Kevin Smith's Twitter Campaign Against Critics
After almost exactly a month in theaters, Kevin Smith's Cop Out has made $42.7 million at the box office, making it the highest grossing film directed by the sometime-indie icon, by a substantial margin. Meanwhile, the Bruce Willis/Tracy Morgan cop-com was a total strikeout with critics, netting just 19% fresh on Rotten Tomatoes--meaning that it appealed to roughly half the critics who gave a pass to Smith's previous noted bomb, Jersey Girl. (Here's where I should probably note that I'm one of the few critics who liked Cop Out.)

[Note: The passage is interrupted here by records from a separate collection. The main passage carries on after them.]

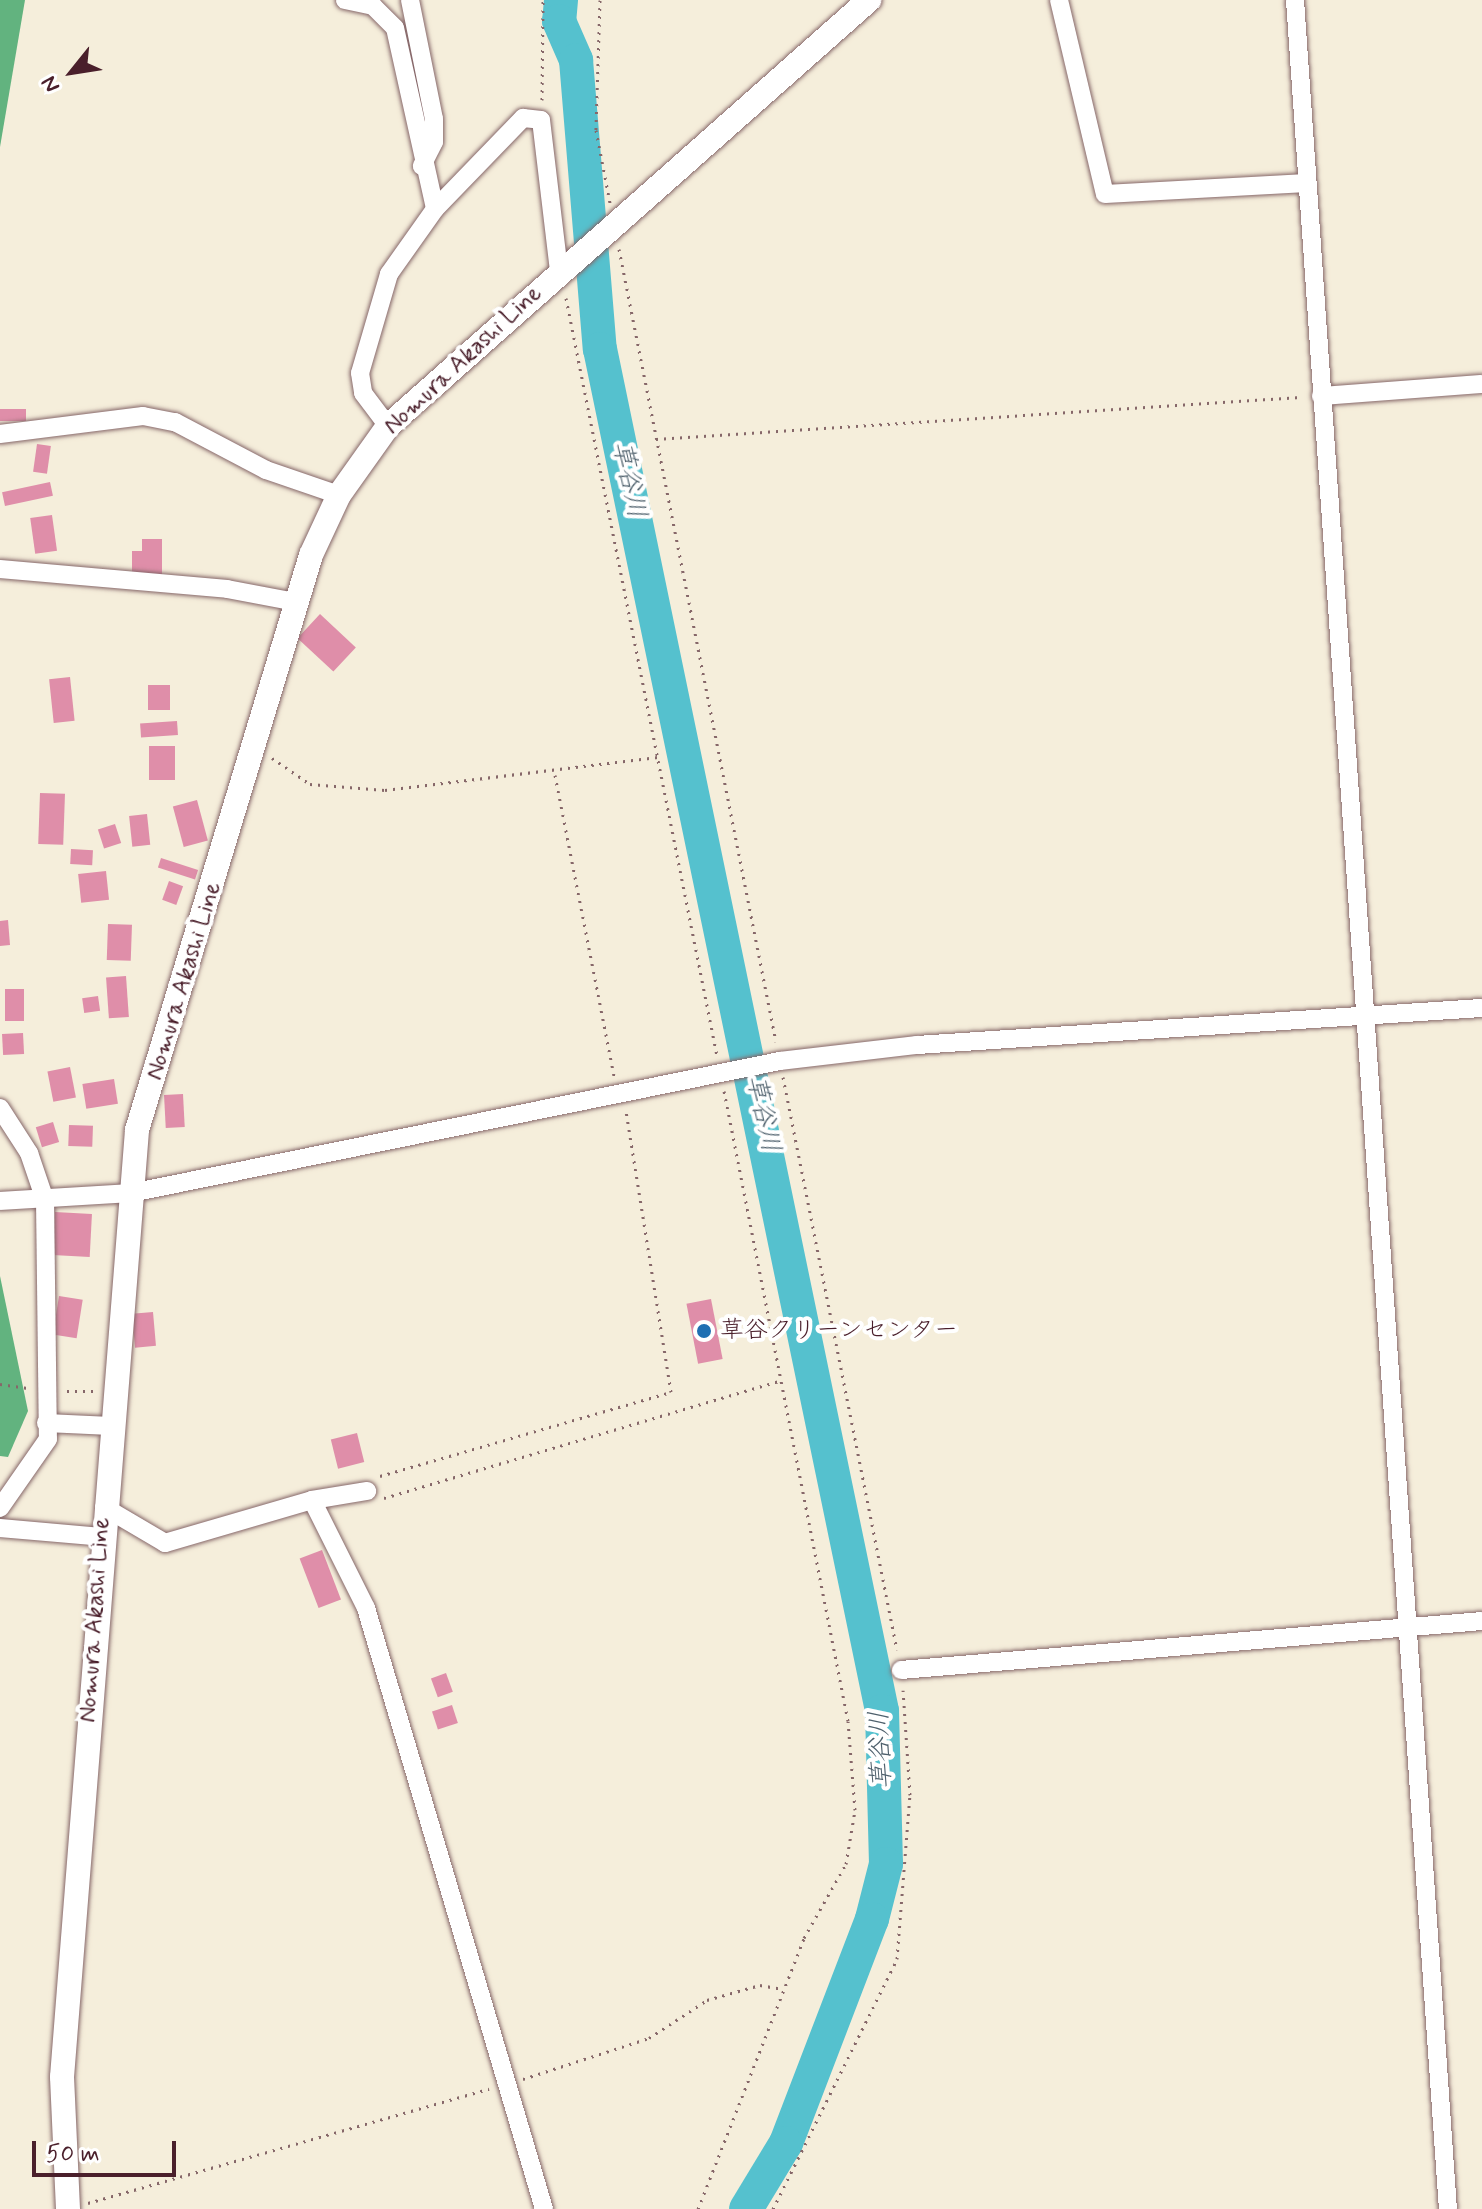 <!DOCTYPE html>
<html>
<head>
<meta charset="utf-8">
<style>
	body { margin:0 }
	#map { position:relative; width:1482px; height:2209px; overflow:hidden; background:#f5eedb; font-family:Mynerve,"Klee One",sans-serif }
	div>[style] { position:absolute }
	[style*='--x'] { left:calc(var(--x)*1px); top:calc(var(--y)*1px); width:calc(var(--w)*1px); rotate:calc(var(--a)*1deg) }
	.forest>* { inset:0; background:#62b37f }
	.river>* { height:34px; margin:-17px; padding:0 17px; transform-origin:17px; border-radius:17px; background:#55c1ce }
	.building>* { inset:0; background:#df8ea9; transform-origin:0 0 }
	.path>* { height:3px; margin-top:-1.5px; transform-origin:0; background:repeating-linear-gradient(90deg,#866769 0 2px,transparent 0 8px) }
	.roads { filter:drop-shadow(0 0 2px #866769) drop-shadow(0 0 2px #866769) }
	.street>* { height:18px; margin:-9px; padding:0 9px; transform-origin:9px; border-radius:9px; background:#fff }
	.secondary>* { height:24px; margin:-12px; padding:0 12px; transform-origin:12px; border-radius:12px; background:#fff }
	.dots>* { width:22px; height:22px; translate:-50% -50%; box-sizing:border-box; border:4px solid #fff; border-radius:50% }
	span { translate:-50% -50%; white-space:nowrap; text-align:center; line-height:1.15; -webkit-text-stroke:8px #fff; paint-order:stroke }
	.street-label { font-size:24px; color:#4a1f2b }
	.poi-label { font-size:24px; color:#4a1f2b }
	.left { translate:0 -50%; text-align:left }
	.water-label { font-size:26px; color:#4e606c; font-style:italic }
	.north { position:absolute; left:32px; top:32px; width:80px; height:80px; -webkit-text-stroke:6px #fff; paint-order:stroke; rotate:240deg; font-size:22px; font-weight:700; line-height:32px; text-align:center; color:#4a1f2b }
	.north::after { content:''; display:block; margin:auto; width:28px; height:36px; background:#4a1f2b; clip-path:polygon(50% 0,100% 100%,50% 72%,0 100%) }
	.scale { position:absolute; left:32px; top:2141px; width:144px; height:36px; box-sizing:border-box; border:4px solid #4a1f2b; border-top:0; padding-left:10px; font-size:24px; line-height:28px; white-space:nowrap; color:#4a1f2b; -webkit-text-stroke:6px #fff; paint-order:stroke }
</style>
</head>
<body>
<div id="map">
	<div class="forest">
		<i style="clip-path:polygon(0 0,25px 0,0 147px)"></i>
		<i style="clip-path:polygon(0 1276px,28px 1411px,8px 1457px,0 1456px)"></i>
	</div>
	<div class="river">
		<i style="--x:561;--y:0;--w:21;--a:95"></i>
		<i style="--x:559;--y:21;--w:43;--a:66.4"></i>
		<i style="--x:576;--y:60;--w:290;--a:85.3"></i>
		<i style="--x:600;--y:349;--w:1391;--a:78.3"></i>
		<i style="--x:882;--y:1711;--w:153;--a:88.5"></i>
		<i style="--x:886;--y:1864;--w:57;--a:104.3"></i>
		<i style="--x:872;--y:1919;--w:240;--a:111"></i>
		<i style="--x:786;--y:2143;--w:77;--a:121.2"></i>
	</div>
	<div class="building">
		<i style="left:26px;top:409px;width:12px;height:26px;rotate:90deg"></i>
		<i style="left:37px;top:444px;width:14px;height:28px;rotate:8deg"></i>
		<i style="left:50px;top:482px;width:14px;height:49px;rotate:78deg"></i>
		<i style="left:52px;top:515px;width:36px;height:22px;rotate:82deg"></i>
		<i style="clip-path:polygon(142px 539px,162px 539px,162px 579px,132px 579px,132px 551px,142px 551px)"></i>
		<i style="left:320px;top:614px;width:49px;height:33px;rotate:43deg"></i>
		<i style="left:70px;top:677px;width:44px;height:21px;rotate:84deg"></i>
		<i style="left:148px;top:685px;width:22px;height:25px"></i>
		<i style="left:177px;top:721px;width:14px;height:37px;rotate:86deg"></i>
		<i style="left:149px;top:746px;width:26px;height:34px"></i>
		<i style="left:40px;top:793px;width:25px;height:51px;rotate:2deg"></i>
		<i style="left:197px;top:800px;width:42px;height:25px;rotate:75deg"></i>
		<i style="left:147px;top:814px;width:31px;height:18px;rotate:84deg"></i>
		<i style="left:115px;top:824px;width:20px;height:18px;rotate:72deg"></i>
		<i style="left:71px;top:849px;width:22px;height:15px;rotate:3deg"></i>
		<i style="left:161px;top:858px;width:39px;height:10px;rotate:18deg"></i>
		<i style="left:106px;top:871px;width:29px;height:28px;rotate:84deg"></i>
		<i style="left:169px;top:881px;width:15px;height:20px;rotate:20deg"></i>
		<i style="clip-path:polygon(8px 920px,10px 945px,0 946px,0 921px)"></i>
		<i style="left:108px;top:924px;width:24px;height:36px;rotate:2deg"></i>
		<i style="left:126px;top:976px;width:41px;height:20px;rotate:86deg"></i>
		<i style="left:5px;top:989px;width:19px;height:32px"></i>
		<i style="left:98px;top:996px;width:15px;height:16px;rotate:82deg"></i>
		<i style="left:23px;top:1033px;width:21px;height:21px;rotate:87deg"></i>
		<i style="left:70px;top:1067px;width:31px;height:23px;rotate:79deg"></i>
		<i style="left:114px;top:1079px;width:25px;height:32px;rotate:81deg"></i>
		<i style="left:183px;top:1094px;width:33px;height:19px;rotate:87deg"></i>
		<i style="left:53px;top:1122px;width:21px;height:18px;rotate:73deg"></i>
		<i style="left:69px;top:1125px;width:24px;height:21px;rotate:2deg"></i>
		<i style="left:55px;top:1212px;width:37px;height:43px;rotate:3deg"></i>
		<i style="left:59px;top:1296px;width:24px;height:39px;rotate:9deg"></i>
		<i style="left:711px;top:1299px;width:61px;height:25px;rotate:79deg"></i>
		<i style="left:153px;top:1312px;width:34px;height:21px;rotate:85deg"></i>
		<i style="left:357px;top:1433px;width:30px;height:27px;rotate:76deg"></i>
		<i style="left:322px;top:1550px;width:53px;height:24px;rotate:69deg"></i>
		<i style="left:446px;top:1673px;width:20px;height:16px;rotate:70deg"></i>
		<i style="left:452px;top:1705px;width:19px;height:21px;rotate:72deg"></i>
	</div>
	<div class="path">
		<i style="--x:600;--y:0;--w:130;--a:91.8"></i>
		<i style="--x:596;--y:130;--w:74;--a:79.1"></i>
		<i style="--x:542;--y:100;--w:100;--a:-89.4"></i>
		<i style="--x:619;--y:249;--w:808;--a:78.8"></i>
		<i style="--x:566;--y:298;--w:773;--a:78.73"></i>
		<i style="--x:656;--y:439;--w:646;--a:-3.73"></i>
		<i style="--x:272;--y:758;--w:46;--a:34.4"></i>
		<i style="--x:310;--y:784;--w:75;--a:4.6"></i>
		<i style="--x:385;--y:790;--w:275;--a:-6.9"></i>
		<i style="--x:555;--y:775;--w:308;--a:78.9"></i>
		<i style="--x:783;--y:1077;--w:584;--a:78.75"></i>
		<i style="--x:0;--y:1384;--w:28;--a:8"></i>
		<i style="--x:67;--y:1391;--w:29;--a:0"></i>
		<i style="--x:380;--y:1476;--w:303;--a:-16.1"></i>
		<i style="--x:671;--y:1392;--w:286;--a:-99.1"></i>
		<i style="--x:384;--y:1498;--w:413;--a:-16.5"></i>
		<i style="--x:523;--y:2079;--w:133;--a:-18"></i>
		<i style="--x:649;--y:2038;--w:69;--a:-33.2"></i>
		<i style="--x:707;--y:2000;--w:55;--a:-15.8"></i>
		<i style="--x:760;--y:1985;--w:23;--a:10"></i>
		<i style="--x:88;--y:2203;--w:417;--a:-15.9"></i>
		<i style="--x:698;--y:2209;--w:291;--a:-68.6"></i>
		<i style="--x:804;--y:1938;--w:85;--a:-60.4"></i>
		<i style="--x:846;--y:1864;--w:55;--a:-80.5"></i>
		<i style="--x:855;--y:1810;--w:89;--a:-94.5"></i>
		<i style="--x:848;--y:1721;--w:642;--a:-101.13"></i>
		<i style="--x:773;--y:2209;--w:279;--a:-63.6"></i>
		<i style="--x:897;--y:1959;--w:165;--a:-85.5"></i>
		<i style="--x:910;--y:1795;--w:105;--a:-93.8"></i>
	</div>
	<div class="roads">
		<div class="street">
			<i style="--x:345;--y:0;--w:29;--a:12"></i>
			<i style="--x:373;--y:6;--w:31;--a:45"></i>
			<i style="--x:395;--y:28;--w:185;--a:77.5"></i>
			<i style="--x:435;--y:209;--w:80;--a:125.3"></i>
			<i style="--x:389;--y:274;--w:103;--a:106.3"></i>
			<i style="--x:360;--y:373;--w:20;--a:81"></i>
			<i style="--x:363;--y:393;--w:41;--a:52.9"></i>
			<i style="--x:410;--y:0;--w:121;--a:78.6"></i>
			<i style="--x:434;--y:119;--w:23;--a:90"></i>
			<i style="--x:434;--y:142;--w:27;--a:117"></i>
			<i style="--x:1059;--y:0;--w:199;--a:76.7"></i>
			<i style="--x:1105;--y:194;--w:202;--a:-3.1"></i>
			<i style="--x:1295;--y:0;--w:2214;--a:86.04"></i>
			<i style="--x:435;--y:209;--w:127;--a:-46"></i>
			<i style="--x:523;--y:118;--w:18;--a:6"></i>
			<i style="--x:541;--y:120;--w:152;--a:83.2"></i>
			<i style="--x:1321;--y:396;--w:161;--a:-4.3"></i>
			<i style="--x:0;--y:434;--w:144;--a:-7.2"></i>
			<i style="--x:143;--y:416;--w:33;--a:11"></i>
			<i style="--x:175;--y:422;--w:103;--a:27.8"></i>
			<i style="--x:266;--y:470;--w:77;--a:18.9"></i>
			<i style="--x:0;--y:569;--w:228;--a:5"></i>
			<i style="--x:227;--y:589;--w:70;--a:10.7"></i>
			<i style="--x:0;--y:1108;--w:54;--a:57.2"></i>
			<i style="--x:29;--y:1153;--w:50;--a:71.2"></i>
			<i style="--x:45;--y:1200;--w:239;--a:89.3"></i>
			<i style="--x:48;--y:1439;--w:84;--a:124.8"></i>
			<i style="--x:0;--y:1201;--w:131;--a:-3.5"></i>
			<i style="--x:131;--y:1193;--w:662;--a:-11.5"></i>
			<i style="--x:780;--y:1061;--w:138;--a:-6.7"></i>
			<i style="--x:917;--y:1045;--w:566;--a:-3.75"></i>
			<i style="--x:46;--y:1423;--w:65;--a:2.6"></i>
			<i style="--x:312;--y:1500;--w:56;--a:-9.3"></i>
			<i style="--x:104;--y:1507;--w:71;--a:30.5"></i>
			<i style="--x:165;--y:1543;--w:153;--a:-16.3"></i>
			<i style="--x:312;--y:1500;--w:121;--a:63.4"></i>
			<i style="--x:366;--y:1608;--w:627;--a:73.5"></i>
			<i style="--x:0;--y:1528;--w:102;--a:5"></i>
			<i style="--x:901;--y:1670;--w:583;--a:-4.82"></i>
		</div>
		<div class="secondary">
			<i style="--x:68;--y:2209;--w:132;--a:-92.6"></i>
			<i style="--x:62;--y:2077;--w:950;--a:-85.47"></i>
			<i style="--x:137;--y:1130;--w:601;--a:-73.16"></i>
			<i style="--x:311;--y:555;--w:66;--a:-65"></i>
			<i style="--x:339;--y:495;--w:85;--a:-54.6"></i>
			<i style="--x:388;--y:426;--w:643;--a:-41.53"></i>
		</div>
	</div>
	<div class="dots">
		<i style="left:704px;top:1331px;background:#1f6fb2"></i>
	</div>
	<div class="street-label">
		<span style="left:463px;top:360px;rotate:-43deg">Nomura Akashi Line</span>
		<span style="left:184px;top:981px;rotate:-73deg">Nomura Akashi Line</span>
		<span style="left:95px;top:1620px;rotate:-86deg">Nomura Akashi Line</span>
	</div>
	<div class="poi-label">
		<span class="left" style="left:720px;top:1331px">草谷クリーンセンター</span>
	</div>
	<div class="water-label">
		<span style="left:628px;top:480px;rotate:78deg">草谷川</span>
		<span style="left:762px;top:1114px;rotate:78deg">草谷川</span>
		<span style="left:882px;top:1750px;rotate:-92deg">草谷川</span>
	</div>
	<div class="north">N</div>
	<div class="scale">50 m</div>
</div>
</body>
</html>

Now Smith has done the math and decided that paying customers are better suited to judging quality than professional critics, who generally see movies before their release, for free. If his Twitter output of today and yesterday are any indication, he's going to do something about it.
Smith's Twitter tear seems to have started yesterday, when he noted inaccuracies in a couple of stories about the greenlighting of his long-discussed horror film, Red State. Then, in response to a fan's question, Smith confirmed that Cop Out's gross helped push the controversial State into go territory: "Some folks don't wanna hear that, but yes: #CopOut got us to RED STATE." From there, over the course of a full day and many @ replies, he went on to accuse the current press screening system of being Orwellian, and indicated that from now on, if critics want to review his movies, they'll have to pay to see them. Here's an edited version of where he went from there:
Like, why am I giving an arbitrary 500 people power over what I do at all, let alone for free? Next flick, I'd rather pick 500 randoms from Twitter feed & let THEM see it for free in advance, then post THEIR opinions, good AND bad. Same difference. Why's their opinion more valid? It's a backwards system. People are free to talk shit about ANY of my flicks, so long as they paid to see it. Fuck this AnimalFarm bullshit.
@BenHeckenkamp [wrote], "guess Kev slammed film critics on Twitter. My hero" Hardly a slam; pointed out what a dopey, embarrassing bloodsport the current incarnation of most film "criticism" is & only a dumb system continues showing them flicks free. #PayLikeEveryoneElse
But once again, some cats're out of sorts because they might have to pay to see a flick. So they make it about "Fuck you, make good movies." My point: if I'm gonna show it to 500 arbitrary people for free, I'd rather show it to 500 arbitrary people off Twitter. What's the diff? I don't fetishize my OWN profession or put it on a pedestal; why the fuck am I fetishizing critics? I'm not 24 anymore. I've got enough perspective/experience to make an educated call. And after watching the ridiculousness of "critics" "reviewing" #CopOut, I dunno...
"Not just any shlub off Twitter can do it!" I say "Yes, they can." The same people who democratized writing about movies by being rank amateurs themselves when they started now poo-poo the idea of letting people from Twitter take their gig.
Just my observation based on 15yrs of doing this and a decision to change the way I approach it from now on. Not trying to burn it all down; I just feel, from now on, I'll be going another way. The people who're criticizing me the loudest are easily 10, 15 yrs my junior with less experience writing about film than I have making 'em.
I've got longevity on my side now. I've been doing this since 93: so 17 years. I'm a veteran of the film biz. And as a veteran - not just some spectator with an opinion - I think I know what's better for me & my career than total strangers whose Google-able history proves they've NEVER had my best interests at heart. So I'm gonna listen to THOSE people? Nyet. Listening to me, not them, has gotten me THIS far.
Presumably, you can follow Smith's further arguments under his specially-created hashtag: #FuckTheseBourgeoisFreeMoviePigs. Predictably, some of the many film writers who follow Smith are none too pleased at this outburst. "If you really think what you do is beyond criticism, fine," tweeted Drew McWeeny of HitFix.com. "But it's not. No filmmaker's work is." It was a class issue for freelancer Ryan Stewart: "I like that @thatkevinsmith, a multi-millionaire, is obsessing on the one privilege of people who otherwise barely make enough to pay taxes." Finally, Cinematical's Eric D. Snider used Smith's own argument against him: "I don't care what @thatkevinsmith thinks about movie reviews unless he paid to read them."